[Start of section]
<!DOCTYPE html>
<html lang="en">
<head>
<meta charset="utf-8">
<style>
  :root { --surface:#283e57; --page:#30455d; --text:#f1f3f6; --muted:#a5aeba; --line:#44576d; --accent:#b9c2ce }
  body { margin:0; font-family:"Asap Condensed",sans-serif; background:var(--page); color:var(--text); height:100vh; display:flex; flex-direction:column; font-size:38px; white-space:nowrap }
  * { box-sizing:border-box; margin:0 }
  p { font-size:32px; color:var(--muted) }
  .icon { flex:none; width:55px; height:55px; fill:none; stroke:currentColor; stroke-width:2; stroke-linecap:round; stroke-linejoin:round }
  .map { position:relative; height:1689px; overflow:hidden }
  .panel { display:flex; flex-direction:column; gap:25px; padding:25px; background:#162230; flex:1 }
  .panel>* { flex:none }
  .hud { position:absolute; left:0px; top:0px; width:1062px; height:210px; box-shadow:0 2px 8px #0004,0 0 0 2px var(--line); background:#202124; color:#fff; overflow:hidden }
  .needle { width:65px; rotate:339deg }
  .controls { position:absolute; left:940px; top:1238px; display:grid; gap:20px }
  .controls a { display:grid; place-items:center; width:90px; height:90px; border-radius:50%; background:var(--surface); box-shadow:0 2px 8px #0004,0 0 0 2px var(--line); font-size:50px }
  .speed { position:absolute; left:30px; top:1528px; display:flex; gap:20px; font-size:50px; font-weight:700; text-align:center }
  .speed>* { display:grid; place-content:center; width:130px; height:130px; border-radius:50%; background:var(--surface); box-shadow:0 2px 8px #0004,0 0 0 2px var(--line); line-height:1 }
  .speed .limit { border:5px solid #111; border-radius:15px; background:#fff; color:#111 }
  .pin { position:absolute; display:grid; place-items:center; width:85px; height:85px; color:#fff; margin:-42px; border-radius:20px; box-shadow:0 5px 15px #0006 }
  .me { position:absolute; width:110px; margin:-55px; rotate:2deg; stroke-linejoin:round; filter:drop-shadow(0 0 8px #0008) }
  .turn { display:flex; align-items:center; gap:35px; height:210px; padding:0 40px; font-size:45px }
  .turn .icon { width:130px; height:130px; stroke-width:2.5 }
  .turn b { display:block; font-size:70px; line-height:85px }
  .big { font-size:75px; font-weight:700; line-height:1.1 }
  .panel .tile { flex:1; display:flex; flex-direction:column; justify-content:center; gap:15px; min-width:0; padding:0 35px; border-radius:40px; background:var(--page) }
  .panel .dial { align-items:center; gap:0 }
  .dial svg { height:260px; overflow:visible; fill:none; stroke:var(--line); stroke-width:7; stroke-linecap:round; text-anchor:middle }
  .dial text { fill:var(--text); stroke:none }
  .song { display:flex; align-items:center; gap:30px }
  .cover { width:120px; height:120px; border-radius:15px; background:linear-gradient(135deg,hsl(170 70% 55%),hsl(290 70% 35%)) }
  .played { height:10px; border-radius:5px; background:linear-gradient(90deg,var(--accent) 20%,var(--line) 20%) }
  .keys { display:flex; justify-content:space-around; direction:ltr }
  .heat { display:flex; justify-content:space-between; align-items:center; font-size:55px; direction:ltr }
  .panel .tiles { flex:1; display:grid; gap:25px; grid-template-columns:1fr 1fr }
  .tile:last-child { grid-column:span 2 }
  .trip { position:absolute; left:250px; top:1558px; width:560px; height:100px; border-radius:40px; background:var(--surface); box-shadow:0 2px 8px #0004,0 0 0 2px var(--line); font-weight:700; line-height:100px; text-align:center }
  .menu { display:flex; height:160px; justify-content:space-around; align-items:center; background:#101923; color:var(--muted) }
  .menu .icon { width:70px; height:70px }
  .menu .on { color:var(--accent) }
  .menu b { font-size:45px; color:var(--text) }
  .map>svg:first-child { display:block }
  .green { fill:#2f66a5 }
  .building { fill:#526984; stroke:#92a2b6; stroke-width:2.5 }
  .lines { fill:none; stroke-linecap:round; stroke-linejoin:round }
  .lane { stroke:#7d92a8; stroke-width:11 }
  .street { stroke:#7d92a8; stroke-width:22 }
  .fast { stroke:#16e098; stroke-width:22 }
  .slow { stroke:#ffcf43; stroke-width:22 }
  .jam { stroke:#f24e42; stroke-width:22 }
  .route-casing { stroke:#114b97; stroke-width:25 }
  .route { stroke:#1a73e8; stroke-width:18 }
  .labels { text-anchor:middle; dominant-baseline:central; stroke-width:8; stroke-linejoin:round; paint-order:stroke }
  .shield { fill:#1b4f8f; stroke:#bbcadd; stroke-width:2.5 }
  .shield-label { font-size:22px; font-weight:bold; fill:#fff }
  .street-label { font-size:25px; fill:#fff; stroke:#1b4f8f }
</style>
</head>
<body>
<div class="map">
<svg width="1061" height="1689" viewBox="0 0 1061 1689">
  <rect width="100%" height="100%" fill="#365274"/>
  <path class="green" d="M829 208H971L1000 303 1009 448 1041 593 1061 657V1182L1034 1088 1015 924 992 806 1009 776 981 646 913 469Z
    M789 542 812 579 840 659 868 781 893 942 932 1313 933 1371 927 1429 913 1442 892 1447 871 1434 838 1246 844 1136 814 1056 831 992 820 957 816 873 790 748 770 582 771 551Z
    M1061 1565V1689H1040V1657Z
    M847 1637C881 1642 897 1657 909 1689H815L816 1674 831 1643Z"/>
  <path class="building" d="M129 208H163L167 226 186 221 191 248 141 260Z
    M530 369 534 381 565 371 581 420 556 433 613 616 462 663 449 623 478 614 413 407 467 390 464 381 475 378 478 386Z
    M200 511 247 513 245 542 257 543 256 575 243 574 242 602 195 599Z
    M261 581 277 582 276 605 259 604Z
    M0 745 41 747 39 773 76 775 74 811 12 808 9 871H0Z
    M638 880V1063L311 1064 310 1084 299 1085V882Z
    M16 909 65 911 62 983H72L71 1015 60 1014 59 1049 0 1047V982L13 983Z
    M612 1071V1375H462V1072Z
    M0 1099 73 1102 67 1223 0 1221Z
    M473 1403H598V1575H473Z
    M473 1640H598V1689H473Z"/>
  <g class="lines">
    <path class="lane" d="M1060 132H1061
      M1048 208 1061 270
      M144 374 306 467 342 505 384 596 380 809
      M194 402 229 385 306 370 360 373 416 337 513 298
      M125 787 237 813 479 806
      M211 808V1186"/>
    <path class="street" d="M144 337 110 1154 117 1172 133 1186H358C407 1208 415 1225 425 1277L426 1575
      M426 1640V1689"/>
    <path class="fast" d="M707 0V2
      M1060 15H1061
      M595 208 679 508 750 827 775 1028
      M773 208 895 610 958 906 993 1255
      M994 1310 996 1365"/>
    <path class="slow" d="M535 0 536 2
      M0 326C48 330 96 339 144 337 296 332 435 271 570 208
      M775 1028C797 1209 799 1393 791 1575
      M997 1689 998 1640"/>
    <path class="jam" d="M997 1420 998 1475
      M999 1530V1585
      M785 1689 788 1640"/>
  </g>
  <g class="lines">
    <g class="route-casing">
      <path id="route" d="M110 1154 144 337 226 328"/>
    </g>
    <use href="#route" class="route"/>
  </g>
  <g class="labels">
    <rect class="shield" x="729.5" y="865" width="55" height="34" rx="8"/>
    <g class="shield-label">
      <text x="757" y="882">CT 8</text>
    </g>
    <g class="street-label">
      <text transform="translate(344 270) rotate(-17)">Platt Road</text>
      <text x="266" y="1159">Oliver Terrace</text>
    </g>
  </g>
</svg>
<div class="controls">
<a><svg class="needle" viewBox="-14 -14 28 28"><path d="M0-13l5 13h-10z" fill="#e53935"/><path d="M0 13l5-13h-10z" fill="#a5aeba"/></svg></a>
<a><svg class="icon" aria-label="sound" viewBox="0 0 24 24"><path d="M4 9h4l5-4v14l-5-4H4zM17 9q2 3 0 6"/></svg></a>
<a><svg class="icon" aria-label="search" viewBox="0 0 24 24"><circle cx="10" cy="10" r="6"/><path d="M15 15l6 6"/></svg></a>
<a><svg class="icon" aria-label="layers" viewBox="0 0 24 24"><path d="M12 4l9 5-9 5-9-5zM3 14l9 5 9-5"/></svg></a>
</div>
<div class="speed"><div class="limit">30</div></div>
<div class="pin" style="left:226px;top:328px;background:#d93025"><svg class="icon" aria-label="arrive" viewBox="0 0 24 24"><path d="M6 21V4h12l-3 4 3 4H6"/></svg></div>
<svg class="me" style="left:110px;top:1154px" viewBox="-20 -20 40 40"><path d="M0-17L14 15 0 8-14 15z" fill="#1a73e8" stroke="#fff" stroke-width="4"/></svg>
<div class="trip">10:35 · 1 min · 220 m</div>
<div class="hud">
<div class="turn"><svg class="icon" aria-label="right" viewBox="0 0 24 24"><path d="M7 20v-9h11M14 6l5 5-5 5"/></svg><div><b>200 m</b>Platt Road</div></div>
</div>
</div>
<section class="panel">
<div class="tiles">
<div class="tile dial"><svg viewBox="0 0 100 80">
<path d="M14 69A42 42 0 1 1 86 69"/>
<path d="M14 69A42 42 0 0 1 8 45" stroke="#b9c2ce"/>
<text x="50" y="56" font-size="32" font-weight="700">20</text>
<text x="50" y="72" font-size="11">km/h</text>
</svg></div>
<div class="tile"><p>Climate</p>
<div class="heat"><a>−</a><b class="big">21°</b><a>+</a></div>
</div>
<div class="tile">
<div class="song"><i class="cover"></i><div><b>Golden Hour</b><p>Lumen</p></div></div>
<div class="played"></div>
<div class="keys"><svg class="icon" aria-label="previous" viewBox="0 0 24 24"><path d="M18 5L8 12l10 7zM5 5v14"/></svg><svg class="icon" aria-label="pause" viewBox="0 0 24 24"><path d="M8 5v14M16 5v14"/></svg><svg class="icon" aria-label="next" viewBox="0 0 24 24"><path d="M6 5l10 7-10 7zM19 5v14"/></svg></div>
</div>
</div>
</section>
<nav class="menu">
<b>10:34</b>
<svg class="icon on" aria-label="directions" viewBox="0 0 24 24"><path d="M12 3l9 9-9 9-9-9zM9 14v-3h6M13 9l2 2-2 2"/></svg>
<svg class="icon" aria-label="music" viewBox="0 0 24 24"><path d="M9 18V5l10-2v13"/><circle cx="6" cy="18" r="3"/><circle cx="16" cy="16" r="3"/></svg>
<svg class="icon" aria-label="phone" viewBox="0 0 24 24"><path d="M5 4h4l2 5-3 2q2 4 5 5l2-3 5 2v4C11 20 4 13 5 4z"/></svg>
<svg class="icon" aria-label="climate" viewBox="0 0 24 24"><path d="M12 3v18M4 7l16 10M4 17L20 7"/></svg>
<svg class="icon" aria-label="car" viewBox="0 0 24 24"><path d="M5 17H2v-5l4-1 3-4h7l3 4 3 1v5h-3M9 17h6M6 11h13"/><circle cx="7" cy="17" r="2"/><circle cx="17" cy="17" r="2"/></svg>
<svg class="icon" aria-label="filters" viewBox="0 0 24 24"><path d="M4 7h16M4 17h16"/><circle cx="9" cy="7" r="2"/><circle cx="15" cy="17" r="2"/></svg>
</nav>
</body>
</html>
[End of section]
REQUIRED ACTION -
Your task is to reproduce exactly the lines from the one with "<b>10:34</b>" through the end of the listing. Both ends belong in the answer.

SOLUTION FOR THIS PROBLEM -
<b>10:34</b>
<svg class="icon on" aria-label="directions" viewBox="0 0 24 24"><path d="M12 3l9 9-9 9-9-9zM9 14v-3h6M13 9l2 2-2 2"/></svg>
<svg class="icon" aria-label="music" viewBox="0 0 24 24"><path d="M9 18V5l10-2v13"/><circle cx="6" cy="18" r="3"/><circle cx="16" cy="16" r="3"/></svg>
<svg class="icon" aria-label="phone" viewBox="0 0 24 24"><path d="M5 4h4l2 5-3 2q2 4 5 5l2-3 5 2v4C11 20 4 13 5 4z"/></svg>
<svg class="icon" aria-label="climate" viewBox="0 0 24 24"><path d="M12 3v18M4 7l16 10M4 17L20 7"/></svg>
<svg class="icon" aria-label="car" viewBox="0 0 24 24"><path d="M5 17H2v-5l4-1 3-4h7l3 4 3 1v5h-3M9 17h6M6 11h13"/><circle cx="7" cy="17" r="2"/><circle cx="17" cy="17" r="2"/></svg>
<svg class="icon" aria-label="filters" viewBox="0 0 24 24"><path d="M4 7h16M4 17h16"/><circle cx="9" cy="7" r="2"/><circle cx="15" cy="17" r="2"/></svg>
</nav>
</body>
</html>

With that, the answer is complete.